After three solid months of working out 6-7 days a week and completely cleaning up my diet, I was anxious to find out how my lung functions might be impacted. My genetic condition of Primary Ciliary Dyskinesia has caused bronchiectasis (a widening/scarring of the airways that leads to increased infections). Those repeated infections have left me at about 62% of the lung function that someone else my same age, weight, height, gender, etc., is expected to have. I’m not happy at 62%. I’ve been told it’s extremely difficult to regain what’s lost over a lifetime but my competitive spirit just sees that as more of a reason to try harder.
I’m enrolled in a “Natural History of Bronchiectasis” study at the National Institutes of Health in Bethesda, Maryland. The purpose of this research study is to examine the natural history of bronchiectasis and hopefully identify inherited and immune (the body’s infection defense system) factors that may explain why certain individuals have these infections. What it means for me as a patient is that I get first class medical care from the most talented medical professionals in the world. They, along with my equally talented pulmonologist in Chicago, have my back. I will never take that for granted and am eternally grateful for all they’ve done for me.
NIH Appointment Recap
My most recent appointment at NIH was held on August 18, 2016. My morning started at 5:30 a.m. (UGH!) with a workout in my hotel room. Not a lot of space but lucky for me…T25 doesn’t require a lot of room OR equipment! I knew a good workout would wake up my lungs and give me energy for the day ahead!
At 7:00 I made my way to the main Clinical Center building on the NIH campus for a pathology appointment where blood was drawn to look for inflammation markers, liver functions, and other overall health indicators.
Next stop was for a CT scan. I was hoping to use this as nap time but technology has really improved how quickly the scan can be completed and I was out of there in less than 10 minutes. The results would be sent up to my doctor’s clinic where we would discuss them at the end of my appointment.
At 9:00 I checked in to the OP7 clinic for routine measurements (blood pressure, weight, temperature, oxygen saturation levels). Afterwards I met with Dan Goldstein, Senior Clinical Physician Assistant, to talk about what’s happened with my health since I last saw them in February. We talked about the bronchial artery embolization procedure I had to undergo in May and the bout of bronchitis I came down with in July. It’s been quite the year! Hey, lungs…are you trying to upstage the January wedding?!? Stop it!

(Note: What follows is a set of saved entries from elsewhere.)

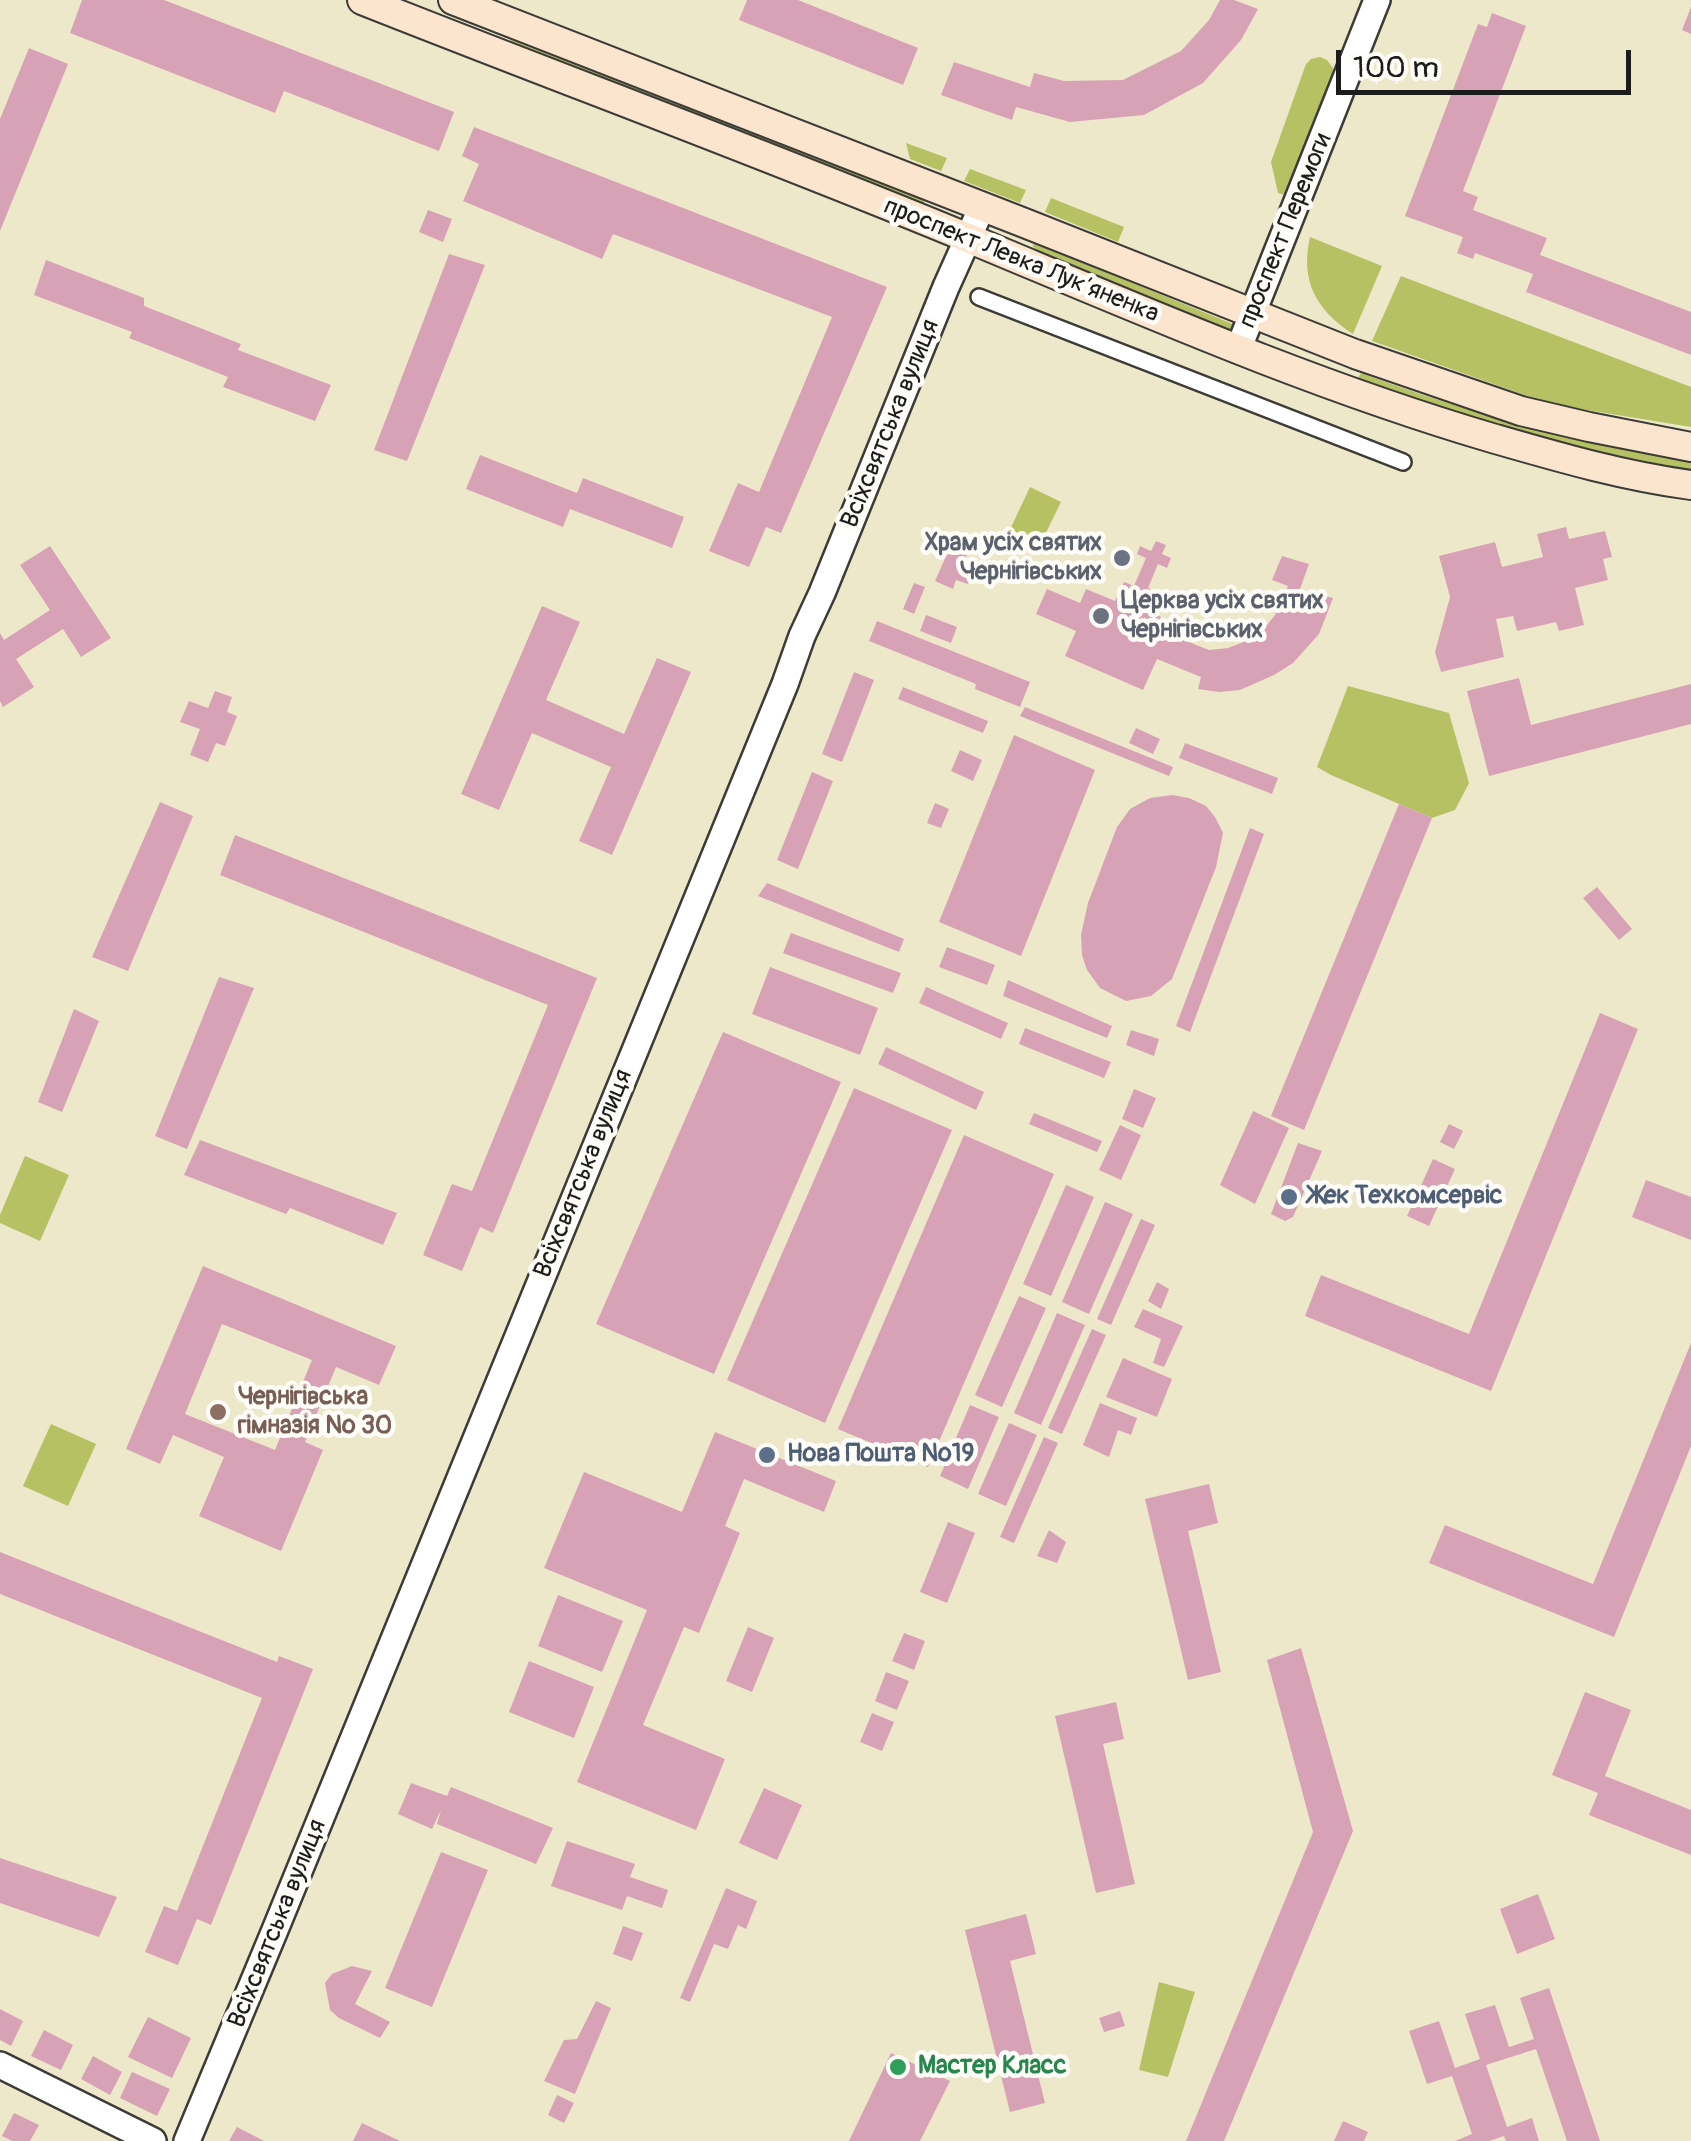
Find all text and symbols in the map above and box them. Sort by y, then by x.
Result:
scale bar [1341,30,1636,92]
text: 100 m [1353,49,1439,86]
street label: проспект Перемоги [1233,129,1339,333]
street label: проспект Левка Лукʼяненка [879,192,1163,330]
street label: Всіхсвятська вулиця [836,316,946,532]
place label: Храм усіх святих Чернігівських [925,529,1102,588]
marker: Храм усіх святих Чернігівських [1111,547,1133,569]
place label: Церква усіх святих Чернігівських [1121,587,1324,646]
marker: Церква усіх святих Чернігівських [1090,605,1112,627]
street label: Всіхсвятська вулиця [529,1066,639,1282]
place label: Жек Техкомсервіс [1309,1182,1502,1212]
marker: Жек Техкомсервіс [1278,1186,1300,1208]
place label: Чернігівська гімназія № 30 [238,1383,392,1442]
marker: Чернігівська гімназія № 30 [207,1401,229,1423]
place label: Нова Пошта №19 [787,1440,974,1470]
marker: Нова Пошта №19 [756,1444,778,1466]
street label: Всіхсвятська вулиця [223,1816,333,2032]
place label: Мастер Класс [918,2052,1066,2082]
marker: Мастер Класс [887,2056,909,2078]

The moment I had waited for finally arrived at 10:00 – pulmonary function tests. It’s a lot of deep breaths and breathing out as hard and as fast as I can. This was the moment of truth. I gave it my all, even asking for a fourth attempt on one test so I could get a better number.
After we were done with everything at the computer, I suited up for my 6 minute walking test. During this test, I walk up and down the hallway for 6 minutes. At the end, they measure my total distance and then note my starting versus ending heart rate, oxygen saturation levels, and feeling of exertion. I felt good – really good.
With all the results in, it was time to go talk with the lead physician, Dr. Kenneth Olivier, Dan, and Sandy. Things did not go as I had hoped. My lung functions were unchanged from February. Not ALL bad, however, considering that means I didn’t lose any ground even after having gone through a surgical procedure and getting bronchitis in July. My 6 minute walking test was improved – oxygen saturation levels didn’t drop so much after the walk and my heart rate was lower throughout. A closer look at my CT scan revealed some worsening of bronchiectasis in my lower left lobe since last year’s scan.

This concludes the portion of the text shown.